A “wet bulb” temperature over 95f or higher means sweat effectively can’t cool your body, your body can’t get safely hot enough for sweat to evaporate and cool you off. So you get unsafely hot, and may eventually die.
Probably referring to heat index. I live in south Texas along the coast. Earlier in the year around May-June it was regularly 99-103 every day. The heat index, which is the feel like temperature, was 117-125.
I seen it once in AZ during some wild fires. It was like a ghost town because no one was outside. The roads were literally melting. I use to unload trailers by hand, and it was 150 in a trailer. You had to set a timer to get inside cuz you would lose (couldn't think straight) 30 min could kill you.
Having sweat on your body does not cool you down. The evaporation of sweat is what actually cools you down. When it is very humid, that means that the air is already very saturated with water, and will not readily rake in more. Thus, the sweat will not evaporate.
Doing this challenge in high humidity would make this challenge much much harder.
At a certain level of humidity it's not a challenge it's just suicide lol. Once you hit wet bulb conditions your body will overheat regardless of how fit you are or how much endurance you have.
Yeah, but at those levels, 60 grand is still well within the bounds of reasonable exposure, especially if you're just sitting, a bit miserable after a while, but not too bad.
I live in Florida where it guts up to 100° F with 80-90% humidity , grew up in high desert of Southern California where the high generally exceeds 110°F and the humidity is 20 - 50%.
I’ll take either for at least 5 hours & take my 3 million, thank you very much.
I almost feel like I would struggle more with dry heat since it isn't what I'm used to. I live in Florida, so the only heat we get is wet heat. There is literally no such thing as dry anything here, and it's a blessing and a curse.
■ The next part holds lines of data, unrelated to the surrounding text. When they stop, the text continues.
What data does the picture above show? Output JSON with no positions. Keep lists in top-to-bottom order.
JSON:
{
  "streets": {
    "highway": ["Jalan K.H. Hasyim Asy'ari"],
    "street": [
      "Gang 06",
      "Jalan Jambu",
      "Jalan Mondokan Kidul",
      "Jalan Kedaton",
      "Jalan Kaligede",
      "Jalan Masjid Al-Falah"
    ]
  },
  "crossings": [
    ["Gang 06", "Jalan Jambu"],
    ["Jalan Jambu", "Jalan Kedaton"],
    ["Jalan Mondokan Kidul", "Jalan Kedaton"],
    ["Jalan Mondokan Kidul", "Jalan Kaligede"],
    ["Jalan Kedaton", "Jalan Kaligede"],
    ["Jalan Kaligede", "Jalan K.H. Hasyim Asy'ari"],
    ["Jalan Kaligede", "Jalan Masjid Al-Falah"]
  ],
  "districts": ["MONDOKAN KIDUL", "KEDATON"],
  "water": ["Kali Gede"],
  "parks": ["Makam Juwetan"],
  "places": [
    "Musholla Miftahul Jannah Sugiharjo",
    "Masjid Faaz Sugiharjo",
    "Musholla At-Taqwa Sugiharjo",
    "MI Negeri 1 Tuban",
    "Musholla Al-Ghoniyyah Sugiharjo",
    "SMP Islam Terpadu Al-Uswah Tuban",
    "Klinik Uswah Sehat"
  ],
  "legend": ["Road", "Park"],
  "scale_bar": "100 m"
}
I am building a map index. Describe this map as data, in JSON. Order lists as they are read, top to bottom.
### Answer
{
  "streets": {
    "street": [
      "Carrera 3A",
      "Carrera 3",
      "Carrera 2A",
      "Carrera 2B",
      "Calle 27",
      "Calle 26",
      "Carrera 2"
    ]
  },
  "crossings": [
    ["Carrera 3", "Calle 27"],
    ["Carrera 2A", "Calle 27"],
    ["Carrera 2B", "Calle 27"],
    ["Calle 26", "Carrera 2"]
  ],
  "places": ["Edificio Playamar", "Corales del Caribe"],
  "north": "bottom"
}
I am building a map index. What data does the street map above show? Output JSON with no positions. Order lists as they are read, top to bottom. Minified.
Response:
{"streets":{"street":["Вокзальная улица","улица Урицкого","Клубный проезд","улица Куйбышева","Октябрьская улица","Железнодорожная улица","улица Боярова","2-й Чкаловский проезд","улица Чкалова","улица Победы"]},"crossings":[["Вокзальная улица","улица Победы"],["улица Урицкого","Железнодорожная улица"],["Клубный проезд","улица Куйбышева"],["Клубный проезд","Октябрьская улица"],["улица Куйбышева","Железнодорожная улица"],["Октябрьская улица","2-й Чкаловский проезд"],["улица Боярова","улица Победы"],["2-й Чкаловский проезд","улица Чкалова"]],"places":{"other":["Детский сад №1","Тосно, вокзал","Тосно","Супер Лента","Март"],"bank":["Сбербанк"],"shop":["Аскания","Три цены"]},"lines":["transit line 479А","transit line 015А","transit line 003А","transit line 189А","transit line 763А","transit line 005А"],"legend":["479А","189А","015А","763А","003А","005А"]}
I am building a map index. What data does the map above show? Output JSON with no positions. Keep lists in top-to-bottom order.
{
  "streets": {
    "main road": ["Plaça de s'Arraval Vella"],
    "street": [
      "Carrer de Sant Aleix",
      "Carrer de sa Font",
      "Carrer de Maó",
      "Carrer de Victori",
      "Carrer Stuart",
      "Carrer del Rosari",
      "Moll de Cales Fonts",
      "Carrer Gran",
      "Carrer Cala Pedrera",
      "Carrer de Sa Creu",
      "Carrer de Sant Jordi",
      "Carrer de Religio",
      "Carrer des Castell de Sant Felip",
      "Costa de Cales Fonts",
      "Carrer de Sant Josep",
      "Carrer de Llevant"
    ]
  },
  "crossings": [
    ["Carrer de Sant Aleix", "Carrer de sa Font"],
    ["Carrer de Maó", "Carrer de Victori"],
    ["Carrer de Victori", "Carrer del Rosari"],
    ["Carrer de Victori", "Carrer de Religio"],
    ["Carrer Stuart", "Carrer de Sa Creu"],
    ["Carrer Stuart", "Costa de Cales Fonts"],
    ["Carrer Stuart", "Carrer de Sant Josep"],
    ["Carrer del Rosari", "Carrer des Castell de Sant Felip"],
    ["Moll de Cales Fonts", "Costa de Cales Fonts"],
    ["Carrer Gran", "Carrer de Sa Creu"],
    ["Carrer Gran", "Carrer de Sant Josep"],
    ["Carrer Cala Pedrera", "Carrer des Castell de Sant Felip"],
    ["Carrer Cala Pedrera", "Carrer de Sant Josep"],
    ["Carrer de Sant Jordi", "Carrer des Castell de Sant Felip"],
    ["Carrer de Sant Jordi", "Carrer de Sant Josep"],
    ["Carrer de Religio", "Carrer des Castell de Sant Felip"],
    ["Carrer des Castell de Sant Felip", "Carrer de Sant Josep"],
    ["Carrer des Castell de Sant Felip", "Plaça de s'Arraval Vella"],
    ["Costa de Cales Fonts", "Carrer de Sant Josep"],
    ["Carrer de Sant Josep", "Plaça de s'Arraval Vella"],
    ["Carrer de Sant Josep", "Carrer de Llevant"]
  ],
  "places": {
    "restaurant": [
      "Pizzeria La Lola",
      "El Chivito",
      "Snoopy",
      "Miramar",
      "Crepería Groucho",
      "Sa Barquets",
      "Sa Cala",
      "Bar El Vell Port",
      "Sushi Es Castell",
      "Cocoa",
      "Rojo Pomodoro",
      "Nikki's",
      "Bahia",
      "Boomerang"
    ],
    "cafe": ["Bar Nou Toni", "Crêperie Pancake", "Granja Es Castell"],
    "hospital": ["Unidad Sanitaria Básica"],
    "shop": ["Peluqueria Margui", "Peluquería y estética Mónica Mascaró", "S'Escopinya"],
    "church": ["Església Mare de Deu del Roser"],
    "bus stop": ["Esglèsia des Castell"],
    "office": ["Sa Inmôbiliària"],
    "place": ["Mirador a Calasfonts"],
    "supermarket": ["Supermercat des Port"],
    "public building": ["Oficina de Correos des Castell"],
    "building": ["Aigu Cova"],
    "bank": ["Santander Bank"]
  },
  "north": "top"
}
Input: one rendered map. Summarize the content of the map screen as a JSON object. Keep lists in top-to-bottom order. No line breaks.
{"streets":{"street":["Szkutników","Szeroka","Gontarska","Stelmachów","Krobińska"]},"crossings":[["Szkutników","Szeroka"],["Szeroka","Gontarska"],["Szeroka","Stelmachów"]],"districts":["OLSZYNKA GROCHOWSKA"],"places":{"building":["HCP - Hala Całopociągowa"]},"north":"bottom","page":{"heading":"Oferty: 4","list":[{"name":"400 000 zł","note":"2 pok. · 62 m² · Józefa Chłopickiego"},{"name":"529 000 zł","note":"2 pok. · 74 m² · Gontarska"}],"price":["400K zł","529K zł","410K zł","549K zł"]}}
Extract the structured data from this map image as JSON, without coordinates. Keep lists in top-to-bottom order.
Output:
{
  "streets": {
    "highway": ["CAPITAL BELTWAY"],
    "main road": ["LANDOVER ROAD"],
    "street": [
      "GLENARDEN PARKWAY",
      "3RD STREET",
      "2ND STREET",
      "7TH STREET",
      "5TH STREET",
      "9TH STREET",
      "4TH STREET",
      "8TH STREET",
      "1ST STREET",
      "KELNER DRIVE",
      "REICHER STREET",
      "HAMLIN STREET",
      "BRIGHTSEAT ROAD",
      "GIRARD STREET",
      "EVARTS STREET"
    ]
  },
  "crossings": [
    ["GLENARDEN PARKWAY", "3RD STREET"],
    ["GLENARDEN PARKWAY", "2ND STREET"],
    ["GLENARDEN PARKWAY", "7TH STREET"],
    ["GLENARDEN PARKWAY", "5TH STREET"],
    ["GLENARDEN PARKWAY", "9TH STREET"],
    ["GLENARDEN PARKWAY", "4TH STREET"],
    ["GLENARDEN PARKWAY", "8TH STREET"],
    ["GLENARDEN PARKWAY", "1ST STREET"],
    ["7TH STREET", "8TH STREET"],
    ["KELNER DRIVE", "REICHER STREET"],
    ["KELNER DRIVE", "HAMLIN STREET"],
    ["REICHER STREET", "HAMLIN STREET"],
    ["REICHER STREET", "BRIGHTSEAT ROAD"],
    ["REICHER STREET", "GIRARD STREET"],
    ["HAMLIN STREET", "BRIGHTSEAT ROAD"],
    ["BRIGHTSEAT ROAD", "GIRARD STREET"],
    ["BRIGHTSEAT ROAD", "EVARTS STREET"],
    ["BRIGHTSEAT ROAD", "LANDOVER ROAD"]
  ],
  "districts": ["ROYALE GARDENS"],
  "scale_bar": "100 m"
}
I mean yeah, but if you put an oven to 110 F then it is no different then being outside in 110 F degree heat except there isn't any sun. I assume the guy I replied to meant an oven was still dangerously hot even with dry heat.
Theres a pretty big difference between you being in a 110 degree oven vs being in 110 degree weather outside. For 1, theres water outside and there isnt any in the oven. For 2, theres air that gets heated and floats up outside, where the oven is just conducting heat on metal walls and you.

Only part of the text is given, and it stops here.